- _EXERCISE INSTRUCTIONS_
Work out how many lines of the data contain "Dars" and reply with that number alone.

[Records contained in a dataset]
_ _ _ _ _

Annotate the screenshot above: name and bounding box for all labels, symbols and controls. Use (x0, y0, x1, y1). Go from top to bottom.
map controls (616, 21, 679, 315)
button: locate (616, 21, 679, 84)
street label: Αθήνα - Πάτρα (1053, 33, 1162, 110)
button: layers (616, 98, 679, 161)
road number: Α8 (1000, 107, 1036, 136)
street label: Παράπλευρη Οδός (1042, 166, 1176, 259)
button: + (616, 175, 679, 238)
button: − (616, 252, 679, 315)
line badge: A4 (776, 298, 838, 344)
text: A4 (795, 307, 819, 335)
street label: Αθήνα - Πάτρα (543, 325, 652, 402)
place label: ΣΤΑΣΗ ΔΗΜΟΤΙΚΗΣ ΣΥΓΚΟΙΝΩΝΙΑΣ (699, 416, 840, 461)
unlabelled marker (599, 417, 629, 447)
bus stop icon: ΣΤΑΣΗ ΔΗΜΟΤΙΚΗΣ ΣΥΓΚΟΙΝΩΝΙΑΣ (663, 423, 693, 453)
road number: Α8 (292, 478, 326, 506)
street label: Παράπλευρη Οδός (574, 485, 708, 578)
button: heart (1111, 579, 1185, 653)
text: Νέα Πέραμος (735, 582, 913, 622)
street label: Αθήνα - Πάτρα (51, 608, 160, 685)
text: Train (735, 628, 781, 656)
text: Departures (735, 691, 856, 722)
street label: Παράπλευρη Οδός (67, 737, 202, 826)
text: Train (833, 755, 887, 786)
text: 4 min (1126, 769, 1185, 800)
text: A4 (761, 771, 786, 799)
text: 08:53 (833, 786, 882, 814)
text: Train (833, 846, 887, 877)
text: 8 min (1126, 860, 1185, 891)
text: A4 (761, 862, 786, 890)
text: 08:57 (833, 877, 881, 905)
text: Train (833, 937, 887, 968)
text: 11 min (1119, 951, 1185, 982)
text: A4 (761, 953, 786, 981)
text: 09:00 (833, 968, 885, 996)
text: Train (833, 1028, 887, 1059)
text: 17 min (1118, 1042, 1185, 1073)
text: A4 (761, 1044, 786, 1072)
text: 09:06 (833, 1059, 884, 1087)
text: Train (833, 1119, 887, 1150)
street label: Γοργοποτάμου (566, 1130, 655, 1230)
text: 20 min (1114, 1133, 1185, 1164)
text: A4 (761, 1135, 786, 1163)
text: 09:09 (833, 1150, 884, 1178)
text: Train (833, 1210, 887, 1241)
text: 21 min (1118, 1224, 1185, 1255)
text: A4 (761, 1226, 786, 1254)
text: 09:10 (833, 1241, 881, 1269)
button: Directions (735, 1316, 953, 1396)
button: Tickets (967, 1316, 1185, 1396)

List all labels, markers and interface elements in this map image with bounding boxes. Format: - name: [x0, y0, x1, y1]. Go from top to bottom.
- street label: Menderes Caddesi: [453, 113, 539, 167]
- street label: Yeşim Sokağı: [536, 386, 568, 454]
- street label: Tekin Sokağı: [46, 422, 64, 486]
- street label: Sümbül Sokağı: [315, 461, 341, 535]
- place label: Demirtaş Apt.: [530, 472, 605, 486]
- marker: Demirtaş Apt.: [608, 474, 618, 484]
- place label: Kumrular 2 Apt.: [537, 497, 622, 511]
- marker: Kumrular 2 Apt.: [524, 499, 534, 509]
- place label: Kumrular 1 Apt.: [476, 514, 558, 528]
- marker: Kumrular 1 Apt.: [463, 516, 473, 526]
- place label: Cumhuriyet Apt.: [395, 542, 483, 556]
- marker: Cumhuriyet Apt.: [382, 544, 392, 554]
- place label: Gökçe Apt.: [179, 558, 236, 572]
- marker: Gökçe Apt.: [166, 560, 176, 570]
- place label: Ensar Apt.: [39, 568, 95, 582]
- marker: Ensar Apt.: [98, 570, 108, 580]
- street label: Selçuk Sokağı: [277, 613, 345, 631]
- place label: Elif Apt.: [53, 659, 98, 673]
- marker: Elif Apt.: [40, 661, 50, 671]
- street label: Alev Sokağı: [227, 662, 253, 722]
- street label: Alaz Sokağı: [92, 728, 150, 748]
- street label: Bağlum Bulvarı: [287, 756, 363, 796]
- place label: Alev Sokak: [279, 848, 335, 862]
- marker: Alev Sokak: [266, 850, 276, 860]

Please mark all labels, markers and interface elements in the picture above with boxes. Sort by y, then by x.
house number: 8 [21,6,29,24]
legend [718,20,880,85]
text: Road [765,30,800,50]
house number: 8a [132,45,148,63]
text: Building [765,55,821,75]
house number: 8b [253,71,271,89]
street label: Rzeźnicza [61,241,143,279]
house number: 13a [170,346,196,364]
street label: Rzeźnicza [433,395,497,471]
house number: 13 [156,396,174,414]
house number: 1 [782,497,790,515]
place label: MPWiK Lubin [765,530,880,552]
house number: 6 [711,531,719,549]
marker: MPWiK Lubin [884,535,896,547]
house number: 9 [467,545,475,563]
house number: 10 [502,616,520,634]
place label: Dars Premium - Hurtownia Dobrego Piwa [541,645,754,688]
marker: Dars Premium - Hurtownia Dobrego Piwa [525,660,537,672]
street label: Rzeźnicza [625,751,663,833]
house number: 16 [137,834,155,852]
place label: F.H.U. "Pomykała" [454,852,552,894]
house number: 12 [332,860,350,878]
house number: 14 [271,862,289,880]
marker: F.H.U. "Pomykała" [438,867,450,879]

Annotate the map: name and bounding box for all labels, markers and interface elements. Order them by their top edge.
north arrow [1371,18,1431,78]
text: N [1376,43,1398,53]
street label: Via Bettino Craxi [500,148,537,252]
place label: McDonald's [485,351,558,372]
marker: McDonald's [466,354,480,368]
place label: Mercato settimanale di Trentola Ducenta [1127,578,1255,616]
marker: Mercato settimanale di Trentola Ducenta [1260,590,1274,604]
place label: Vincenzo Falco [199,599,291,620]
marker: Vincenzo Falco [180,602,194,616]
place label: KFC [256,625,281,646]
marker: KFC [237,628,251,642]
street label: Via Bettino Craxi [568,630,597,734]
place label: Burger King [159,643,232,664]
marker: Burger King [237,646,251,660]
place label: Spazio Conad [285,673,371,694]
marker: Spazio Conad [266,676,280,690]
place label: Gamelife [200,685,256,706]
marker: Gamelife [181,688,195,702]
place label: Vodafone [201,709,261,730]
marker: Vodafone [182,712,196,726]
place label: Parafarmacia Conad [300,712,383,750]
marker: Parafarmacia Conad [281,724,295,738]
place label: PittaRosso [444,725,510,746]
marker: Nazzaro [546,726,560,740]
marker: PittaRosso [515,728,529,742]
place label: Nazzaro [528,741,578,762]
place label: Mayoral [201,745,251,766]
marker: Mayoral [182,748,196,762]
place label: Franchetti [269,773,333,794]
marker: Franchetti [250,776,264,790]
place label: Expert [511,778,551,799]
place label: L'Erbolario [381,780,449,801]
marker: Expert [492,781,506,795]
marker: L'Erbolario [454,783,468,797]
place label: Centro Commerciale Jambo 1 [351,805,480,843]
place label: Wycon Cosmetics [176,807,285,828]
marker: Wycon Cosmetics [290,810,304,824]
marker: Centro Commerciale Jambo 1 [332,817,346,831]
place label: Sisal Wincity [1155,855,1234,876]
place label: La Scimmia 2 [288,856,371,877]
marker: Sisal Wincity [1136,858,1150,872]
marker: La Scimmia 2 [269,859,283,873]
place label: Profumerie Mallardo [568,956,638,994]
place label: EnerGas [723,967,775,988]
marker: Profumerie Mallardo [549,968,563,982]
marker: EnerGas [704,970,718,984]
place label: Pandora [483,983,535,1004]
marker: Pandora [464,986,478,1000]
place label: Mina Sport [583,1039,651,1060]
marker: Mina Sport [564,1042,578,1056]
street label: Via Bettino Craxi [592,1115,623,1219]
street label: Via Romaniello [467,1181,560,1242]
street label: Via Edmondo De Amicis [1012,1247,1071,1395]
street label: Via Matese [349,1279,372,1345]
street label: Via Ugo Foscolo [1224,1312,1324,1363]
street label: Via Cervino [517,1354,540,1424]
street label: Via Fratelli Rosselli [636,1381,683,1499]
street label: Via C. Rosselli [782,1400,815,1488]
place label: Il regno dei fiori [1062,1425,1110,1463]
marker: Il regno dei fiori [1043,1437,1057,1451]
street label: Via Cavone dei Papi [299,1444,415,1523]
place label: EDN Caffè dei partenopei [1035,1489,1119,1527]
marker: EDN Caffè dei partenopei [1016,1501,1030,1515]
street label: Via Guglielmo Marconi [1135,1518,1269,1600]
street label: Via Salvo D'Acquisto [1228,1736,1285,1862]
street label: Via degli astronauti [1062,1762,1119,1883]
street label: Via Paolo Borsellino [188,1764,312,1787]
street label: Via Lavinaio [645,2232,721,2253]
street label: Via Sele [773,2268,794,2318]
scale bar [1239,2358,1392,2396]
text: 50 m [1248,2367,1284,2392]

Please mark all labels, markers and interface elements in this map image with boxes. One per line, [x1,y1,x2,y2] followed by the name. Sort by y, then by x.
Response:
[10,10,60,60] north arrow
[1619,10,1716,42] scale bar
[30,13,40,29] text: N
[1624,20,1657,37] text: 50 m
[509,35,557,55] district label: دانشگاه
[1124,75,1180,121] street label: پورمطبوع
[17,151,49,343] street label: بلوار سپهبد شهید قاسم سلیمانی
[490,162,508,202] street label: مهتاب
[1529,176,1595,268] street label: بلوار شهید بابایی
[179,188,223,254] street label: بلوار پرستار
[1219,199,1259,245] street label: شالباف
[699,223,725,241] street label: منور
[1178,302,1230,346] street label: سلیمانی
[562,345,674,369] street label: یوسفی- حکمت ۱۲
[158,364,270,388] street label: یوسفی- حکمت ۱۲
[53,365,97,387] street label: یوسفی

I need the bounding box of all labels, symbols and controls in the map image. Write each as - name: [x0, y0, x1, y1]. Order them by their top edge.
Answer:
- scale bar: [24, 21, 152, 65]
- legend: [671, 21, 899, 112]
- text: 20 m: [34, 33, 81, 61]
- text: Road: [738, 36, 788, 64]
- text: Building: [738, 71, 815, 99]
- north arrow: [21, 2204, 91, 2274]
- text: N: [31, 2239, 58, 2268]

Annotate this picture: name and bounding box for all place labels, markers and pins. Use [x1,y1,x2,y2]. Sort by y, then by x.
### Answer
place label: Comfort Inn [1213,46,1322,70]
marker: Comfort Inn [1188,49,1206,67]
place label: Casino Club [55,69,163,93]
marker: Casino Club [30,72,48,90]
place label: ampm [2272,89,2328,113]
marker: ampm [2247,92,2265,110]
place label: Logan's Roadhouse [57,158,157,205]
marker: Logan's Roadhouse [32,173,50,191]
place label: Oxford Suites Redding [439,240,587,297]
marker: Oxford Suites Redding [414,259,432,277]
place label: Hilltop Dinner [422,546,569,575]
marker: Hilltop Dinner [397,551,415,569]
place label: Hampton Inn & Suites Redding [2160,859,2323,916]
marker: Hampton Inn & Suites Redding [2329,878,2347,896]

_ _ _ _ _

- _ANSWER AREA_
2